By Syed Arif Hussaini

June 16, 2006

Randolph Hearst: The Media Mogul

Last week we talked about Walt Disney, the builder of the ‘happiest place on earth’. Let us consider this week another great American, Randolph Hearst (1863-1951), the media mogul who built the monumental Hearst Castle. Next week we shall make a comparative study of the two.
A bundle of contradictions, Hearst was born into wealth, had an overwhelming passion for pelf, power and position; yet, he denounced the rich and always upheld the causes of the downtrodden. He married a pedigree-less, stage dancer who bore him five sons, no daughter. Subsequently, he was infatuated with an actress, Marion Davies, who remained his mistress for decades till his death. He was indifferent, if not disdainful, towards the bourgeois concepts of respectability.
Randolph went to Harvard for higher studies, but did not take to academic pursuits. He was found responsible for several cases of indiscipline. Once, he placed a donkey in the room of a teacher with a plaque around its neck saying: “Now there are two of you”. Expelled from college, he had to return home to take up a vocation. His father offered him the money-minting mines and his enormous ranch in Mexico. But, Randolph wanted to have only the insignificant paper: The San Francisco Examiner.
Every one thought it impossible to turn the paper into a viable financial entity. But, impossible was a word that did not exist in his lexicon. Impossible, he maintained, was a little more difficult than possible. To prove this right, he would be found frequently driven by seizures of furious energy. He refused to let obstacles deter him. When he wanted some thing, he wanted it desperately and he worked for it with full force day and night.
In the very first year under his direction, the Examiner launched over a dozen crusades against incompetent and expensive public services. Sensationalism was Hearst’s major tool - to startle, amaze, stupefy, and convulse his readers with excitement.
“Hearst was not a newsman at all in the conventional sense”, wrote his biographer W.A. Swanberg. “He was an inventor, a producer, an arranger. He lived in a childlike dream world, imagining wonderful stories and then going out and creating them so that the line between fact and fancy was apt to be fuzzy”.
Having honed his skills at the Examiner, he decided to move to New York at age 32 seeking a larger playground for the exercise of his talents. He bought the Journal and started competing with the renowned, though blind, Joseph Pulitzer of daily World. The competition between the two gave birth to what came to be known as yellow journalism. For, both had used yellow posters in that city against each other. Subsequently, Hearst came to be called the king of yellow journalism. He started expanding his ownership of newspapers and magazines.

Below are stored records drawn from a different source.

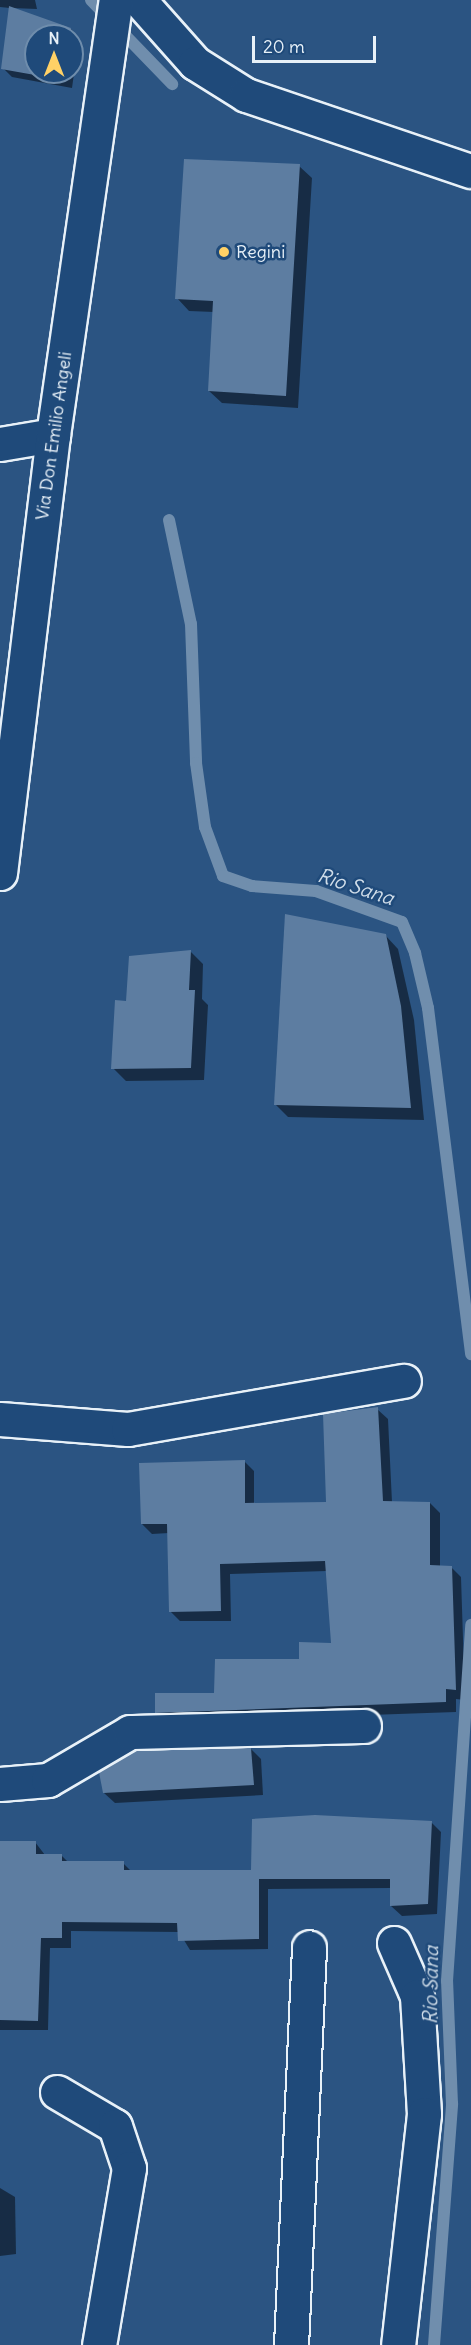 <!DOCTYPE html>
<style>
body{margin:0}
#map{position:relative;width:471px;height:2345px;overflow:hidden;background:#2b5482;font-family:Delius,sans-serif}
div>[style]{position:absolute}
.shadow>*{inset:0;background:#0007}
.stream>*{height:12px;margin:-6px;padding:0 6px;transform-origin:6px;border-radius:6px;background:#708ead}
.building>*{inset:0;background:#5d7da1}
.roads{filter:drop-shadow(2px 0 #e8f1f8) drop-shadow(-2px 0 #e8f1f8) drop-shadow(0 2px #e8f1f8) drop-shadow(0 -2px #e8f1f8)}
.minor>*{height:33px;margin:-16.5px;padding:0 16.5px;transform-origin:16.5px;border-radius:16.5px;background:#1f4a7a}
.dots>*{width:16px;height:16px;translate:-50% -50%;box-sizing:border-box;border:3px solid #1f4a7a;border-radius:50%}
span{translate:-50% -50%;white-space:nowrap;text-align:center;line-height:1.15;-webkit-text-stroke:5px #1f4a7a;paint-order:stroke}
.poi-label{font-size:18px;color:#e8f1f8}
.left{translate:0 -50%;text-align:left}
.street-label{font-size:18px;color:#e8f1f8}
.water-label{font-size:20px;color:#d0dde9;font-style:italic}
.north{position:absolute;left:24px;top:24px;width:60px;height:60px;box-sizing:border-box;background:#1f4a7a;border:2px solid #6f8dac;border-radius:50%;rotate:0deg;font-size:16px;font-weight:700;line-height:24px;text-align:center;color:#e8f1f8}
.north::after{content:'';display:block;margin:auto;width:21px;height:27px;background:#ffd166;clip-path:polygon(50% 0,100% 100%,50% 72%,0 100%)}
.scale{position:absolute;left:252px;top:36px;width:124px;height:27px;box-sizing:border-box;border:3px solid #e8f1f8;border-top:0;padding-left:8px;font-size:18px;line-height:21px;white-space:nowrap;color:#e8f1f8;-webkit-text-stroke:4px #1f4a7a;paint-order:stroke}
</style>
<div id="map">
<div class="shadow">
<i style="clip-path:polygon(evenodd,0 0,35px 0,37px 9px,12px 8px,71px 29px,79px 38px,72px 88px,12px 77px,3px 68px,10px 8px,0 7px,0 0,36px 36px,72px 36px,72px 72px,36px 72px,36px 36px)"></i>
<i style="clip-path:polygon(299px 166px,312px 178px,298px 408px,222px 403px,209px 391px,214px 312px,189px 311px,177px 298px)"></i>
<i style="clip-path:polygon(385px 935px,398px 949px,414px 1020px,424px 1120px,288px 1117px,275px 1104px)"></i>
<i style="clip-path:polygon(190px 951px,203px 964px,202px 999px,208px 1005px,204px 1080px,126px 1081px,113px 1068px)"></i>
<i style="clip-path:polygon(377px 1409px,388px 1419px,392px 1502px,430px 1503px,440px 1513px,440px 1567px,451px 1567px,461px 1577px,465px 1700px,456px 1699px,456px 1712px,166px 1722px,156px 1712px,216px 1694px,332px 1645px,327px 1571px,230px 1574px,231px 1621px,180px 1621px,170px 1611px,169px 1533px,152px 1534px,142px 1524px,244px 1461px,254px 1471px,254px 1505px,328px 1503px)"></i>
<i style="clip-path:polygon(251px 1749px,261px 1759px,263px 1795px,115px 1803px,104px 1793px)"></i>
<i style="clip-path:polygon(431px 1822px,441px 1832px,437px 1914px,402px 1916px,391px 1906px,391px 1888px,268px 1889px,268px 1949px,190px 1950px,179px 1932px,71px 1931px,71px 1948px,50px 1948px,48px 2030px,0 2030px,0 1842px,35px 1842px,45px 1855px,61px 1855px,69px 1863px,123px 1863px,132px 1872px,253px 1872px)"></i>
<i style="clip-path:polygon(0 2188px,15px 2197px,16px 2254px,0 2256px)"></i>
</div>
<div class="stream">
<i style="left:91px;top:0;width:117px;rotate:46deg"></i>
<i style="left:169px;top:520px;width:106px;rotate:78.1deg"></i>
<i style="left:191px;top:624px;width:139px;rotate:87.9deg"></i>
<i style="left:196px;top:763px;width:65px;rotate:82deg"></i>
<i style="left:205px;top:827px;width:52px;rotate:69.8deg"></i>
<i style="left:223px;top:876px;width:31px;rotate:19deg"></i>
<i style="left:252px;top:886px;width:64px;rotate:4.5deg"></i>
<i style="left:316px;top:891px;width:91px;rotate:19.8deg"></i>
<i style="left:402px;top:922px;width:34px;rotate:67deg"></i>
<i style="left:415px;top:953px;width:57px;rotate:76.7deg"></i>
<i style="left:428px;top:1008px;width:349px;rotate:82.9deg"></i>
<i style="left:434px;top:2345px;width:242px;rotate:-85.7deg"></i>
<i style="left:452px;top:2104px;width:123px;rotate:-92.3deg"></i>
<i style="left:447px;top:1981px;width:357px;rotate:-86.1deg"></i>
</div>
<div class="building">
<i style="clip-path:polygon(9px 6px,71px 28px,69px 36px,36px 36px,36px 72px,64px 72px,63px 80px,1px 69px)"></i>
<i style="clip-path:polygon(184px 159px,300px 164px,286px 396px,208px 391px,213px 301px,175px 299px)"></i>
<i style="clip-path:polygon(285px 914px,386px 934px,401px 1006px,411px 1108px,274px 1105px)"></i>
<i style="clip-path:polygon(191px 950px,189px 990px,195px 990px,191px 1068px,111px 1069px,115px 1000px,126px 1001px,129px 956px)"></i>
<i style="clip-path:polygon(378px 1407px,383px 1501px,430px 1502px,430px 1565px,452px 1566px,456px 1690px,446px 1689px,446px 1702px,155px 1713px,155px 1693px,214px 1693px,215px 1659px,299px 1659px,299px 1642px,331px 1643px,325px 1561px,220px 1564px,221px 1611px,169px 1612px,167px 1524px,141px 1524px,139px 1463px,245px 1460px,245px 1503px,326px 1502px,323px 1414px)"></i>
<i style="clip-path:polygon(251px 1748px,254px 1785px,103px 1793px,99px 1772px,135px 1751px)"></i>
<i style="clip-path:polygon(315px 1815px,432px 1821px,428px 1904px,390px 1906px,390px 1879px,259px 1879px,259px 1939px,178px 1941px,177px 1923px,62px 1922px,62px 1938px,41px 1938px,38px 2021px,0 2020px,0 1841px,36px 1841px,36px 1854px,62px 1854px,62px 1861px,124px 1861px,124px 1870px,251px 1870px,252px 1819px)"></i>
</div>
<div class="roads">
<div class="minor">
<i style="left:139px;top:0;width:84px;rotate:48.4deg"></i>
<i style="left:195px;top:63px;width:60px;rotate:32.1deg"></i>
<i style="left:246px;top:95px;width:237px;rotate:18.7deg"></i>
<i style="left:0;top:444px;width:54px;rotate:-9.6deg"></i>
<i style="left:0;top:873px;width:441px;rotate:-83.1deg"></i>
<i style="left:53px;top:435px;width:440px;rotate:-81.8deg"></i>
<i style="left:0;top:1419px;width:128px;rotate:4.5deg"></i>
<i style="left:128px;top:1429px;width:280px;rotate:-9.9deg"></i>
<i style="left:0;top:1784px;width:48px;rotate:-4.8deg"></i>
<i style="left:48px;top:1780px;width:95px;rotate:-30.3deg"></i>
<i style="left:130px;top:1732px;width:234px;rotate:-1.5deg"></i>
<i style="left:394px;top:1943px;width:58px;rotate:66.5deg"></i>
<i style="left:417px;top:1996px;width:118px;rotate:86.6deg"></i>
<i style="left:424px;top:2114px;width:232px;rotate:96.4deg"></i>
<i style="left:57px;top:2092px;width:67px;rotate:30.4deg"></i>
<i style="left:115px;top:2126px;width:44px;rotate:71.6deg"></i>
<i style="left:129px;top:2168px;width:180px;rotate:99.6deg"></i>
<i style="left:291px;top:2345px;width:398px;rotate:-87.4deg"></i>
</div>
</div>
<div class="dots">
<i style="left:224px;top:252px;background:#ffd166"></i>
</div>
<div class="poi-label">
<span class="left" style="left:236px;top:252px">Regini</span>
</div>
<div class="street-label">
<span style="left:54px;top:436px;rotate:-82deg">Via Don Emilio Angeli</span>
</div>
<div class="water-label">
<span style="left:356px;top:886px;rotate:18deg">Rio Sana</span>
<span style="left:430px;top:1985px;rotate:-89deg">Rio Sana</span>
</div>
<div class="north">N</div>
<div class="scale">20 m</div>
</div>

His worldwide publishing empire eventually included 32 newspapers, 13 magazines, King Feature Syndicate, radio and TV stations, Metrotone News, several movie and book companies.
The power he thus acquired turned him into an unprecedented manipulator of men and events. One of his biographers, Ben Porter, commented, “Few individuals in American history - with the exception of certain Presidents - have affected or helped to shape the course of this nation’s history over a 50-year period, either favorably or wrongly, more than William Randolph Hearst.”

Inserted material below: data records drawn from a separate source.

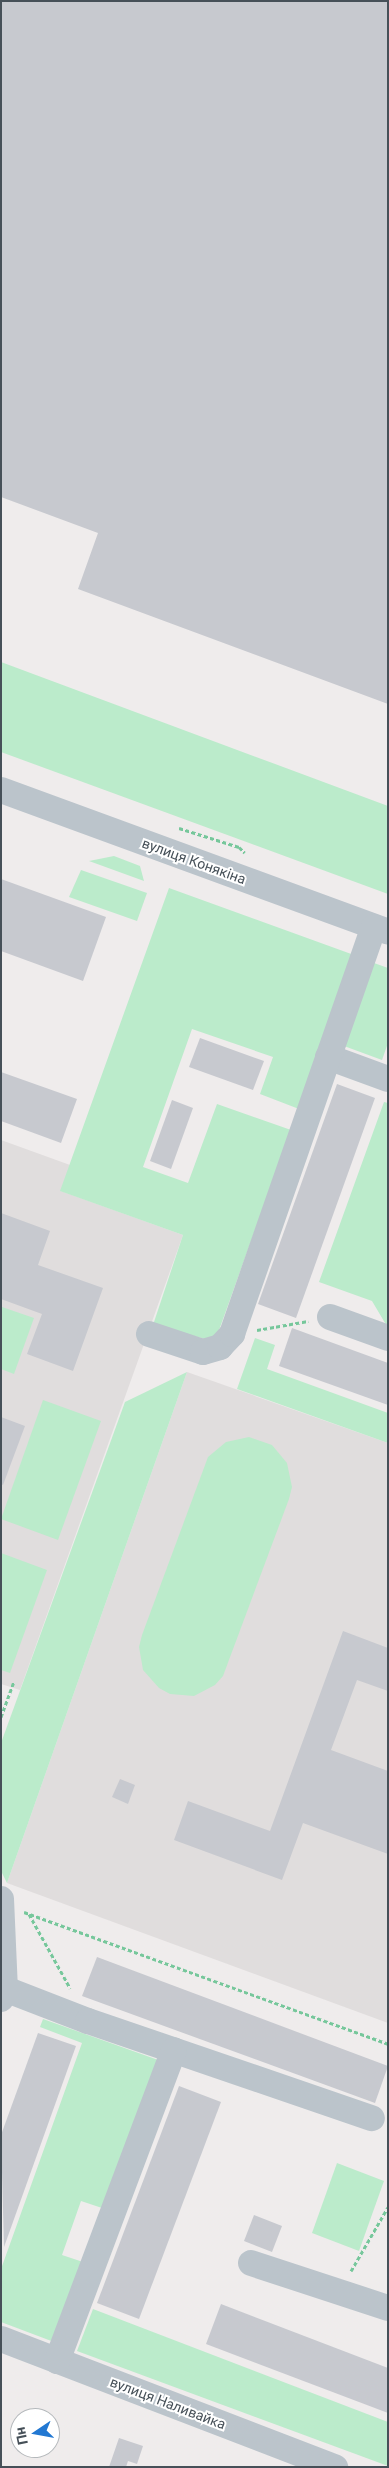 <!DOCTYPE html>
<html>
<head>
<meta charset="utf-8">
<style>
	body { margin:0 }
	#map { position:relative; width:389px; height:2468px; overflow:hidden; background:#efecec; font-family:Roboto,sans-serif }
	div>[style] { position:absolute }
	.education>* { inset:0; background:#e0dddd }
	.green>* { inset:0; background:#bbebcb }
	.building>* { inset:0; background:#c7c9cf }
	.path>* { height:3px; margin-top:-1.5px; transform-origin:0; background:repeating-linear-gradient(90deg,#76c79b 0 4px,transparent 0 6.5px) }
	.minor>* { height:26px; margin:-13px; padding:0 13px; transform-origin:13px; border-radius:13px; background:#bbc4cb }
	span { translate:-50% -50%; white-space:nowrap; text-align:center; line-height:1.15; -webkit-text-stroke:4px #fff; paint-order:stroke }
	.street-label { font-size:14px; color:#465058 }
	.frame { position:absolute; inset:0; border:2px solid #465058; pointer-events:none }
	.north { position:absolute; left:10px; top:2408px; width:50px; height:50px; box-sizing:border-box; background:#fff; border:1px solid #b5b9bc; border-radius:50%; rotate:258deg; font-size:14px; font-weight:700; line-height:20px; text-align:center; color:#465058 }
	.north::after { content:''; display:block; margin:auto; width:18px; height:22px; background:#2278d2; clip-path:polygon(50% 0,100% 100%,50% 72%,0 100%) }
</style>
</head>
<body>
<div id="map">
	<div class="education">
		<i style="clip-path:polygon(1px 1140px,70px 1165px,61px 1191px,183px 1235px,20px 1690px,1px 1684px)"></i>
		<i style="clip-path:polygon(187px 1372px,388px 1443px,388px 2023px,7px 1883px)"></i>
	</div>
	<div class="green">
		<i style="clip-path:polygon(1px 662px,388px 806px,388px 894px,1px 752px)"></i>
		<i style="clip-path:polygon(114px 856px,140px 866px,144px 881px,89px 861px)"></i>
		<i style="clip-path:polygon(81px 870px,147px 893px,137px 921px,69px 897px)"></i>
		<i style="clip-path:polygon(169px 888px,354px 955px,299px 1109px,260px 1094px,273px 1057px,192px 1029px,143px 1167px,188px 1183px,217px 1104px,291px 1130px,218px 1333px,209px 1340px,153px 1325px,183px 1235px,60px 1191px)"></i>
		<i style="clip-path:polygon(374px 963px,388px 968px,388px 1043px,382px 1060px,344px 1046px)"></i>
		<i style="clip-path:polygon(384px 1102px,388px 1103px,388px 1328px,372px 1301px,319px 1282px)"></i>
		<i style="clip-path:polygon(2px 1307px,34px 1318px,14px 1374px,1px 1369px)"></i>
		<i style="clip-path:polygon(255px 1338px,275px 1345px,267px 1369px,388px 1413px,388px 1443px,237px 1389px)"></i>
		<i style="clip-path:polygon(187px 1372px,7px 1883px,1px 1871px,1px 1743px,125px 1402px)"></i>
		<i style="clip-path:polygon(43px 1400px,101px 1421px,58px 1540px,1px 1519px)"></i>
		<i style="clip-path:polygon(249px 1437px,272px 1445px,287px 1463px,292px 1487px,289px 1499px,223px 1676px,215px 1685px,194px 1696px,170px 1694px,159px 1688px,143px 1670px,139px 1647px,142px 1635px,208px 1457px,226px 1442px)"></i>
		<i style="clip-path:polygon(1px 1553px,47px 1570px,10px 1673px,1px 1670px)"></i>
		<i style="clip-path:polygon(43px 2019px,161px 2061px,102px 2208px,81px 2201px,62px 2255px,83px 2262px,54px 2342px,1px 2322px,1px 2269px,82px 2043px,40px 2027px)"></i>
		<i style="clip-path:polygon(337px 2163px,384px 2181px,359px 2251px,312px 2233px)"></i>
		<i style="clip-path:polygon(93px 2309px,388px 2422px,388px 2466px,77px 2351px)"></i>
	</div>
	<div class="building">
		<i style="clip-path:polygon(1px 1px,388px 1px,388px 704px,78px 589px,98px 533px,1px 497px)"></i>
		<i style="clip-path:polygon(1px 879px,106px 917px,83px 981px,1px 951px)"></i>
		<i style="clip-path:polygon(200px 1038px,264px 1061px,253px 1090px,189px 1067px)"></i>
		<i style="clip-path:polygon(1px 1072px,77px 1099px,61px 1143px,1px 1121px)"></i>
		<i style="clip-path:polygon(337px 1084px,375px 1098px,296px 1318px,258px 1304px)"></i>
		<i style="clip-path:polygon(172px 1100px,193px 1108px,171px 1169px,150px 1161px)"></i>
		<i style="clip-path:polygon(1px 1213px,50px 1231px,38px 1265px,103px 1288px,73px 1371px,27px 1354px,42px 1314px,1px 1299px)"></i>
		<i style="clip-path:polygon(292px 1328px,388px 1363px,388px 1405px,279px 1366px)"></i>
		<i style="clip-path:polygon(1px 1417px,25px 1426px,3px 1485px,1px 1484px)"></i>
		<i style="clip-path:polygon(343px 1631px,388px 1648px,388px 1691px,357px 1680px,331px 1750px,388px 1771px,388px 1854px,303px 1823px,282px 1880px,174px 1840px,188px 1801px,270px 1831px)"></i>
		<i style="clip-path:polygon(120px 1779px,135px 1785px,128px 1804px,112px 1797px)"></i>
		<i style="clip-path:polygon(97px 1957px,388px 2066px,375px 2103px,82px 1996px)"></i>
		<i style="clip-path:polygon(38px 2033px,76px 2046px,4px 2247px,1px 2135px)"></i>
		<i style="clip-path:polygon(179px 2086px,221px 2102px,139px 2319px,97px 2303px)"></i>
		<i style="clip-path:polygon(254px 2215px,282px 2226px,272px 2252px,244px 2241px)"></i>
		<i style="clip-path:polygon(221px 2304px,388px 2368px,388px 2413px,206px 2344px)"></i>
		<i style="clip-path:polygon(119px 2438px,143px 2446px,137px 2464px,128px 2461px,126px 2467px,109px 2467px)"></i>
	</div>
	<div class="path">
		<i style="left:179px;top:828px;width:63px;rotate:17.6deg"></i>
		<i style="left:239px;top:847px;width:8px;rotate:45deg"></i>
		<i style="left:257px;top:1330px;width:52px;rotate:-10deg"></i>
		<i style="left:1px;top:1717px;width:38px;rotate:-70deg"></i>
		<i style="left:24px;top:1912px;width:387px;rotate:19.9deg"></i>
		<i style="left:29px;top:1914px;width:85px;rotate:61deg"></i>
		<i style="left:351px;top:2271px;width:74px;rotate:-60deg"></i>
	</div>
	<div class="minor">
		<i style="left:1px;top:790px;width:412px;rotate:20.1deg"></i>
		<i style="left:328px;top:1057px;width:64px;rotate:20.1deg"></i>
		<i style="left:330px;top:1317px;width:62px;rotate:19.9deg"></i>
		<i style="left:149px;top:1334px;width:57px;rotate:18.4deg"></i>
		<i style="left:203px;top:1352px;width:18px;rotate:-16deg"></i>
		<i style="left:220px;top:1347px;width:18px;rotate:-47deg"></i>
		<i style="left:232px;top:1334px;width:431px;rotate:-70.8deg"></i>
		<i style="left:1px;top:1899px;width:90px;rotate:87.5deg"></i>
		<i style="left:1px;top:1999px;width:11px;rotate:-68deg"></i>
		<i style="left:5px;top:1989px;width:89px;rotate:21.1deg"></i>
		<i style="left:88px;top:2021px;width:300px;rotate:18.9deg"></i>
		<i style="left:251px;top:2263px;width:144px;rotate:18.2deg"></i>
		<i style="left:1px;top:2339px;width:358px;rotate:21deg"></i>
		<i style="left:57px;top:2361px;width:332px;rotate:-69.4deg"></i>
	</div>
	<div class="street-label">
		<span style="left:194px;top:861px;rotate:20deg">вулиця Конякіна</span>
		<span style="left:168px;top:2403px;rotate:21deg">вулиця Наливайка</span>
	</div>
	<div class="frame"></div>
	<div class="north">Пн</div>
</div>
</body>
</html>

He would cry at the death of a dog and would not let his gardeners poison the field mice, but he had no compunction in provoking, through the constant hammering of his papers, the Spanish-American war that took innumerable lives. His scathing and relentless criticism of President William McKinley is often thought to have incited the assassin to shoot him down.
On a visit to London as a young boy, he asked his mother to buy the Windsor Castle for his residence, and a museum whose objects d’art had enamored him. The dream of a castle furnished with statutes, paintings, ornate carpets, draperies, and other exhibits never left him, but it had to wait till he had acquired his publishing empire and could afford to build a castle fit for a king. The construction that commenced in 1919 took almost thirty years to complete the world famous Hearst Castle.
It is located on California Highway 1 about half way between San Francisco and Los Angeles. It comprises a 115-room main building surrounded by guesthouses, pools, gardens, playgrounds located over a quarter of a million acres of Hearst holdings that he used to call “my ranch”. He owned the entire area that a human eye could see in all directions from the main building. He was the king of all he saw. The Castle stands as a tribute to his genius, his ambition, his achievements and also a manifestation of his vanity. It is now a museum. It struck me as a manifestation of his indigestion of wealth.
His guests at the Castle included President Calvin Coolidge, Winston Churchill, George Bernard Shaw, Charles Lindberg, Charlie Chaplin, Clark Gable and an array of other show business stars.
Hearst thus had his castle where he owned all that he perceived; outside he had his media empire where he employed over 30,000 persons including a hundred executives, but his political ambitions to be the Mayor of New York, Governor of that state and even be nominated for Presidency were thwarted by the electorate. For, his public image left much to be desired. The voters did not seem to trust him. He reminded the voters of his fake and sensational stories that subsequently turned out to be incorrect.
The seamy side of his persona was depicted by Orson Wells is his 1941 film “Citizen Kane”. I saw the film before writing this piece, particularly as it was considered by many critics as one of the great films of the twentieth century. I did not, however, find it in good taste.